▶ [Record set]
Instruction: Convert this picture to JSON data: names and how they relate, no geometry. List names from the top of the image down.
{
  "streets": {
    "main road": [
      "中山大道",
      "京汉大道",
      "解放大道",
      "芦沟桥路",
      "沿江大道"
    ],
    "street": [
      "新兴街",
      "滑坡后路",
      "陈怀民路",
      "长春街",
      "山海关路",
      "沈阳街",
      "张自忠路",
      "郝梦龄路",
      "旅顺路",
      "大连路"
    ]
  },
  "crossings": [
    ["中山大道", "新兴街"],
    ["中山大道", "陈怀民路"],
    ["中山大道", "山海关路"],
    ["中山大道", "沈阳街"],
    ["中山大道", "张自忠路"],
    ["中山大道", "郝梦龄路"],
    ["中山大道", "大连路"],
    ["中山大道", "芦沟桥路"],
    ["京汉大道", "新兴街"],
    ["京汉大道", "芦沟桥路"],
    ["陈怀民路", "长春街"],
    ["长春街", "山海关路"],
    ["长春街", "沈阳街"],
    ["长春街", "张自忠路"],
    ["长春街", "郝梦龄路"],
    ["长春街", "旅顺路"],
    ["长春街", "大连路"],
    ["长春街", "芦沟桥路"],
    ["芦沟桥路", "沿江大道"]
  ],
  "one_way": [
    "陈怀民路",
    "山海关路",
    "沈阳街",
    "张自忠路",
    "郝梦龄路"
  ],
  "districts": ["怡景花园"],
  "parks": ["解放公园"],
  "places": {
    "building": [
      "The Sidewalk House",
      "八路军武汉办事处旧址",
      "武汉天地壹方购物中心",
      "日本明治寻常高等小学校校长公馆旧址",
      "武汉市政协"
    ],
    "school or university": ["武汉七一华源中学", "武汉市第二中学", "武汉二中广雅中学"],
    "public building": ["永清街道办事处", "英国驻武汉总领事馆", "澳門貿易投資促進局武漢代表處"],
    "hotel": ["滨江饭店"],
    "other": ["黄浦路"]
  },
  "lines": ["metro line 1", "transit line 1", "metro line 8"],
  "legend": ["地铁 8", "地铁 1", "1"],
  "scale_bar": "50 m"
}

▶ [Task to carry out] Please set down the material above once more, word for word.

▶ [Answer to the problem]
Instruction: Convert this picture to JSON data: names and how they relate, no geometry. List names from the top of the image down.
{
  "streets": {
    "main road": [
      "中山大道",
      "京汉大道",
      "解放大道",
      "芦沟桥路",
      "沿江大道"
    ],
    "street": [
      "新兴街",
      "滑坡后路",
      "陈怀民路",
      "长春街",
      "山海关路",
      "沈阳街",
      "张自忠路",
      "郝梦龄路",
      "旅顺路",
      "大连路"
    ]
  },
  "crossings": [
    ["中山大道", "新兴街"],
    ["中山大道", "陈怀民路"],
    ["中山大道", "山海关路"],
    ["中山大道", "沈阳街"],
    ["中山大道", "张自忠路"],
    ["中山大道", "郝梦龄路"],
    ["中山大道", "大连路"],
    ["中山大道", "芦沟桥路"],
    ["京汉大道", "新兴街"],
    ["京汉大道", "芦沟桥路"],
    ["陈怀民路", "长春街"],
    ["长春街", "山海关路"],
    ["长春街", "沈阳街"],
    ["长春街", "张自忠路"],
    ["长春街", "郝梦龄路"],
    ["长春街", "旅顺路"],
    ["长春街", "大连路"],
    ["长春街", "芦沟桥路"],
    ["芦沟桥路", "沿江大道"]
  ],
  "one_way": [
    "陈怀民路",
    "山海关路",
    "沈阳街",
    "张自忠路",
    "郝梦龄路"
  ],
  "districts": ["怡景花园"],
  "parks": ["解放公园"],
  "places": {
    "building": [
      "The Sidewalk House",
      "八路军武汉办事处旧址",
      "武汉天地壹方购物中心",
      "日本明治寻常高等小学校校长公馆旧址",
      "武汉市政协"
    ],
    "school or university": ["武汉七一华源中学", "武汉市第二中学", "武汉二中广雅中学"],
    "public building": ["永清街道办事处", "英国驻武汉总领事馆", "澳門貿易投資促進局武漢代表處"],
    "hotel": ["滨江饭店"],
    "other": ["黄浦路"]
  },
  "lines": ["metro line 1", "transit line 1", "metro line 8"],
  "legend": ["地铁 8", "地铁 1", "1"],
  "scale_bar": "50 m"
}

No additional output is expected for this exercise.